Im Arbeitspaket AP1 (Messung der Gesteinsfeuchte) werden Feuchteschwankungen durch die Messung der elektrischen Leitfähigkeit erfasst. Die Geräte sind wartungsarme Eigenentwicklungen mit Datenübertragung zu einem Server. Die Sensorpaare werden an/unter der Vegetation und auf vegetationsfreiem Stein installiert. Die Messung der räumlichen Feuchteverteilung geschieht durch Mikrowellen-Handmessgeräte an unbewachsenen Standorten und im Umfeld bzw. unter den verschiedenen Vegetationstypen. Die Messungen erfolgen zu verschiedenen Jahreszeiten sowie in kürzeren Abständen bei wechselhafter Witterung. Messprofile in größere Gesteinstiefe geschehen über 2D-Geoelektrik, was die Aufnahme von 2D-Profilen bis in 20-30 cm Tiefe ermöglicht.

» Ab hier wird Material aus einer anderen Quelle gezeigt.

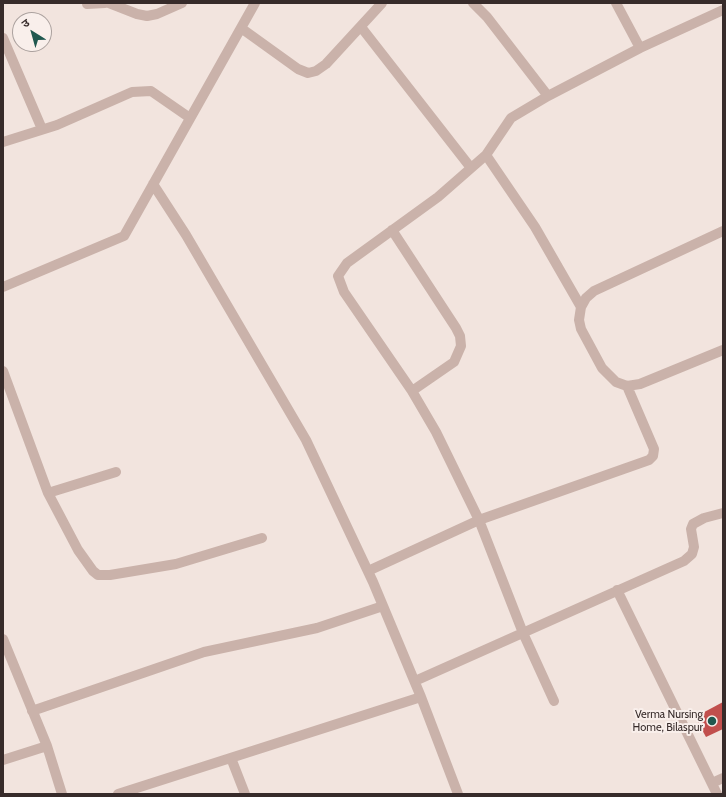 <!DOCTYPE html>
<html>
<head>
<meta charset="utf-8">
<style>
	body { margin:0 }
	#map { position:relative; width:726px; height:797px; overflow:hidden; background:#f2e4de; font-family:Cabin,"Noto Sans Devanagari",sans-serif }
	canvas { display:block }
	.frame { position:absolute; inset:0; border:4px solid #372b2a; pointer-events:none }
	.north { position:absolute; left:12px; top:12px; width:40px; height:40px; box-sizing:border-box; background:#f9efeb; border:1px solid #aba19e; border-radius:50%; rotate:323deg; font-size:11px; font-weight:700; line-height:16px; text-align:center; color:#372b2a }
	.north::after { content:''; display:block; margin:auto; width:14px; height:18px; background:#20584f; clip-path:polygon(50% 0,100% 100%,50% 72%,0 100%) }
</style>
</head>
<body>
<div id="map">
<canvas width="726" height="797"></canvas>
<div class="frame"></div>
<div class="north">उ</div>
</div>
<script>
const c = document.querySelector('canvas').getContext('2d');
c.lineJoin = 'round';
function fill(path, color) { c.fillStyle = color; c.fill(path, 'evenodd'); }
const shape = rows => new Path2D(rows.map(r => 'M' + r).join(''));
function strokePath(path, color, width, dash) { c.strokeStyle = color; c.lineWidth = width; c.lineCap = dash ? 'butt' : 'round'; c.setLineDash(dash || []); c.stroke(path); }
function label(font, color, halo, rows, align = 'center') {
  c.font = font + ' Cabin,sans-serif'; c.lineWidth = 4; c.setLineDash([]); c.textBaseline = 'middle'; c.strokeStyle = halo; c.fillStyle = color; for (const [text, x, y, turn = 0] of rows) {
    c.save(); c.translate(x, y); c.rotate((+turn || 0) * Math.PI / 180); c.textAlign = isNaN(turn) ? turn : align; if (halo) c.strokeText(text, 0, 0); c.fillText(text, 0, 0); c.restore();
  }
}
const building = shape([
	[723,702,723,729,706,737,695,717]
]);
const street = shape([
	[109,3,137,14,147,16,157,14,182,3],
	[473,3,487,17,548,96],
	[616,3,640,48],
	[87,4,105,3],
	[361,27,471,168],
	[241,28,298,69,308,73,316,71,326,64,382,3],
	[3,38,42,129],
	[3,142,57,125,132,92,151,91,190,118],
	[486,155,535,227,581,307],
	[153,184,186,235,306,440,373,582,421,697,458,794],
	[392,230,456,328,460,336,461,346,454,362,412,391],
	[723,231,594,291,586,298,581,307,579,320,581,329,602,368,616,382,627,386,640,384,723,350],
	[3,287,124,236,255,3],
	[3,371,48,493,78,550,93,571,98,575,110,575,176,564,262,538],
	[48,493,116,472],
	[368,571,479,520,649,460,653,456,654,449,627,386],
	[617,590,717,794],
	[3,639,47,746,62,794],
	[415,681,684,561,692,554,694,547,691,529,693,524,704,518,723,513],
	[554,701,523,633,479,520,436,432,412,391,344,292,338,276,347,263,438,197,486,155,511,118,548,96,640,48,723,10],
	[32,711,204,652,317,628,383,606],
	[231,758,245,794],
	[3,760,47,746],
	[712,783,723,778],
	[118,794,421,697]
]);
const markers = [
	[712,721,5,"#20584f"]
];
const poiNames = [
	["Verma Nursing",703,715],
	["Home, Bilaspur",703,728]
];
fill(building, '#c14f4d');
strokePath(street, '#cab2aa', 10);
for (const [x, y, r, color] of markers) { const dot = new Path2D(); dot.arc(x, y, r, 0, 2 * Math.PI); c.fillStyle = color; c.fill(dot); strokePath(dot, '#f9efeb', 1.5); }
label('11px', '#372b2a', '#f9efeb', poiNames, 'right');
</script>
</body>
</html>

Begleitende hydroklimatische Messungen (AP2) umfassen Temperatur- und Luftfeuchtemessungen an der Maueroberfläche unter und ohne Vegetation, außerdem Schlagregenmessungen mit selbst konstruierten Messeinrichtungen und die Erfassung des Oberflächenabflusses. In AP3 (Gesteinsparameter und Verwitterungszustand) wird die Verwitterung nach mehreren Terminologien kartiert. Hydrologische Kennwerte der Wasseraufnahme werden im Labor und im Gelände erfasst. Daneben wird die Schadenswirkung verschiedener Wurzeltypen abgeschätzt, und die Verwitterung der Gesteinsoberflächen wird über Dünnschliffe und Rückprallhärte untersucht. In Zusammenarbeit mit Kooperationspartnern im Bereich Geoökologie der UBT werden Vegetationsaufnahmen durchgeführt (AP4). Eine vollständige Vegetationskartierung ist nicht geplant; es werden die im Fokus stehenden Vegetationstypen (Flechten, Moose) und Arten (Efeu, Jungfernrebe, versch. Krautpflanzen) aufgenommen und ihre jeweilige Deckung bestimmt.

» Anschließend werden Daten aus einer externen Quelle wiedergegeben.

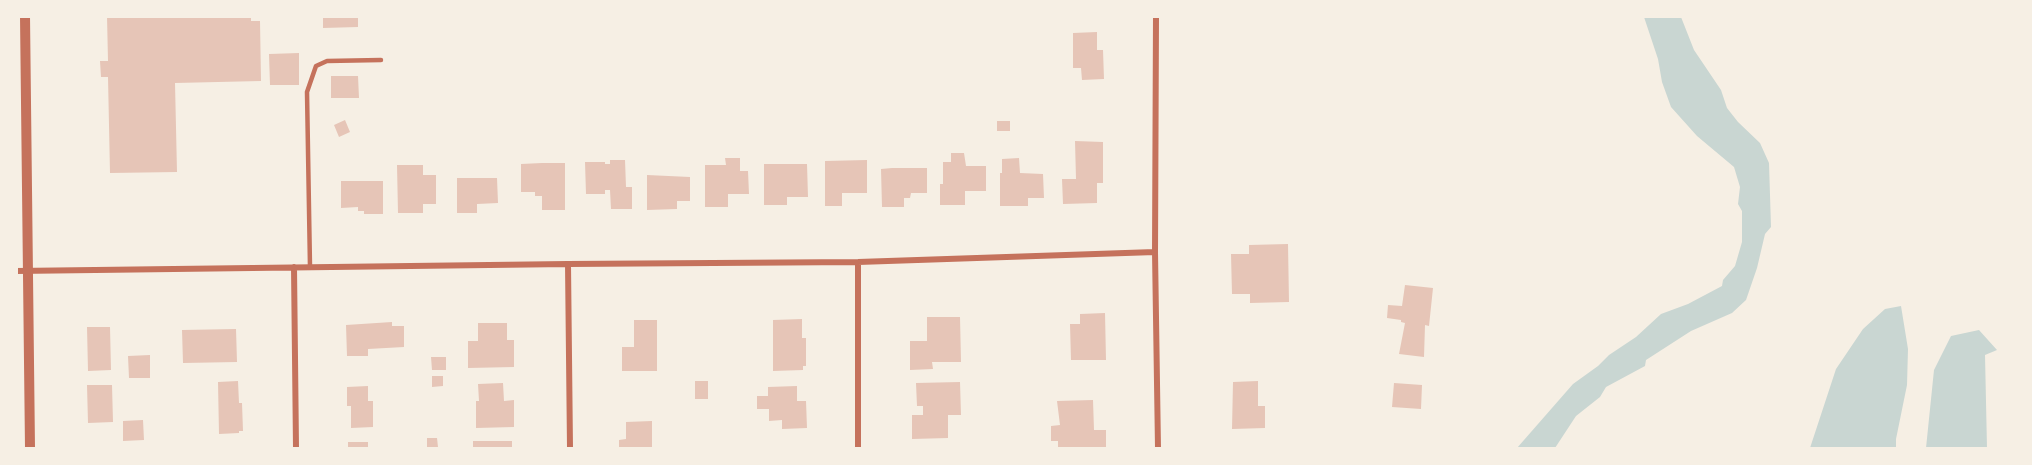 <!DOCTYPE html>
<style>
body{margin:0}
#map{position:relative;width:2032px;height:465px;overflow:hidden;background:#f6efe4;font-family:"Space Grotesk",sans-serif}
canvas{display:block}
.frame{position:absolute;inset:0;border:18px solid #f6efe4;pointer-events:none}
</style>
<div id="map">
<canvas width="2032" height="465"></canvas>
<div class="frame"></div>
</div>
<script>
const ctx = document.querySelector('canvas').getContext('2d');
ctx.lineJoin = 'round';
function paint(path, color) { ctx.fillStyle = color; ctx.fill(path, 'evenodd'); }
const toPath = rows => new Path2D(rows.map(r => 'M' + r).join(''));
function strokePath(path, color, width, dash) { ctx.strokeStyle = color; ctx.lineWidth = width; ctx.lineCap = dash ? 'butt' : 'round'; ctx.setLineDash(dash || []); ctx.stroke(path); }
const water = toPath([
 [1644,17,1681,17,1694,50,1721,90,1727,108,1738,122,1760,143,1769,163,1771,227,1765,234,1757,268,1746,300,1732,313,1691,331,1646,360,1645,366,1606,387,1600,397,1576,416,1555,448,1517,448,1573,384,1598,366,1609,355,1636,337,1661,314,1688,304,1722,286,1723,280,1735,266,1742,242,1742,211,1738,204,1740,187,1734,167,1697,136,1671,107,1662,82,1658,59],
 [1901,306,1908,349,1907,385,1896,439,1896,448,1810,448,1836,369,1863,329,1885,309],
 [1979,330,1997,350,1985,355,1987,448,1926,448,1934,370,1951,336]
]);
const building = toPath([
 [107,16,251,16,251,21,260,21,261,81,175,83,177,172,110,173,108,77,101,77,100,61,108,61],
 [323,16,358,16,358,27,323,28],
 [1097,32,1097,50,1103,50,1104,79,1082,80,1081,68,1073,68,1073,33],
 [299,53,299,85,270,85,269,54],
 [331,76,358,76,359,98,331,98],
 [345,120,350,132,339,137,334,125],
 [997,121,1010,121,1010,131,997,131],
 [1075,141,1103,142,1103,183,1097,183,1097,203,1063,204,1062,179,1076,179],
 [951,153,964,153,966,166,986,166,986,191,965,191,965,205,940,205,940,184,943,184,943,162,951,162],
 [725,158,740,158,740,171,748,171,749,194,728,194,728,207,705,207,705,165,726,165],
 [1019,158,1020,173,1043,174,1044,198,1028,198,1028,206,1000,206,1000,173,1002,173,1002,159],
 [610,160,625,160,626,187,632,187,632,209,611,209,610,190,605,190,605,194,586,194,585,162,605,162,605,164,610,164],
 [867,160,867,193,842,193,842,206,825,206,825,161],
 [542,163,565,163,565,210,542,210,542,196,535,196,535,192,521,192,521,164],
 [764,164,807,164,808,197,787,197,787,205,764,205],
 [397,165,423,165,423,175,436,175,436,204,423,204,423,213,398,213],
 [892,168,927,168,927,193,911,193,910,198,904,198,904,207,882,207,881,169],
 [647,175,690,177,690,201,677,201,677,209,647,210],
 [457,178,497,178,498,203,477,204,477,213,457,213],
 [341,181,383,181,383,214,364,214,364,211,358,211,358,207,341,208],
 [1288,244,1289,302,1250,303,1250,294,1232,294,1231,254,1249,254,1249,245],
 [1405,285,1433,288,1429,326,1425,325,1424,357,1399,354,1405,323,1401,322,1401,320,1387,318,1388,305,1402,306],
 [1105,313,1106,360,1071,360,1070,324,1080,324,1080,314],
 [927,317,960,317,961,362,932,362,933,369,910,370,910,341,927,341],
 [802,319,802,338,806,338,806,366,803,366,803,370,773,371,773,320],
 [634,320,657,320,657,371,622,371,622,347,634,347],
 [392,322,392,326,404,326,404,347,368,349,368,356,347,356,346,325],
 [478,323,507,323,507,340,514,340,514,367,468,368,468,341,478,341],
 [87,327,110,327,111,370,88,371],
 [236,329,237,362,183,363,182,330],
 [150,355,150,378,129,378,128,356],
 [431,357,446,357,446,370,432,370],
 [432,376,443,376,443,386,432,387],
 [238,381,239,403,242,403,243,431,239,431,239,433,219,434,218,382],
 [695,381,708,381,708,399,695,399],
 [1258,381,1258,406,1265,406,1265,428,1232,429,1233,382],
 [960,382,961,415,948,415,948,438,912,439,912,415,923,415,923,406,917,406,916,383],
 [503,383,504,401,514,400,514,427,476,428,476,401,479,401,478,384],
 [1394,383,1422,385,1421,409,1392,407],
 [87,385,112,385,113,422,88,423],
 [368,386,368,401,373,401,373,427,351,428,351,406,347,406,347,387],
 [797,386,797,401,806,401,807,428,782,429,782,420,769,421,769,409,757,409,757,396,768,396,768,387],
 [1093,400,1094,430,1106,430,1106,448,1058,448,1058,441,1051,441,1051,426,1060,425,1057,401],
 [143,420,144,440,123,441,123,421],
 [652,421,652,448,619,448,619,440,626,439,626,422],
 [427,438,437,438,438,447,427,447],
 [473,441,512,441,512,448,473,448],
 [348,442,368,442,368,448,348,448]
]);
const service = toPath([
 [310,267,307,92,316,66,327,61,381,60]
]);
const minor = toPath([
 [1156,16,1155,252,1158,448],
 [568,264,570,448],
 [294,267,296,448],
 [16,271,568,264,858,262,1155,252],
 [858,448,858,262]
]);
const tertiary = toPath([
 [25,16,30,448]
]);
paint(water, '#c9d6d2');
paint(building, '#e6c5b7');
strokePath(service, '#c5725c', 4.5);
strokePath(minor, '#c5725c', 6);
strokePath(tertiary, '#c5725c', 10);
</script>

Arbeitspaket AP5 (Austausch und Kooperation) dient dem Austausch mit Praktikern in der Bausteinkonservierung und Denkmalpflege. Dabei findet der Wissenstransfer über Workshops an Projektstart und –ende sowie über ein Expertengremium statt, das den Projektfortschritt beurteilen und Vorschläge für mögliche Richtungskorrekturen geben soll. In AP6 (Publikationen und Outreach) sind deutsch- und englischsprachige Publikationen in Open-Access-Journalen geplant. Ein zu erstellender Leitfaden soll soll die Literatur zu positiven und negativen Seiten der Vegetation an Baudenkmälern in allgemeinverständlicher Weise zusammenfassen und im Themenfeld Materialfeuchte die eigenen Projektergebnisse integrieren. Die Publikation soll kosten- und barrierefrei zugänglich gemacht werden.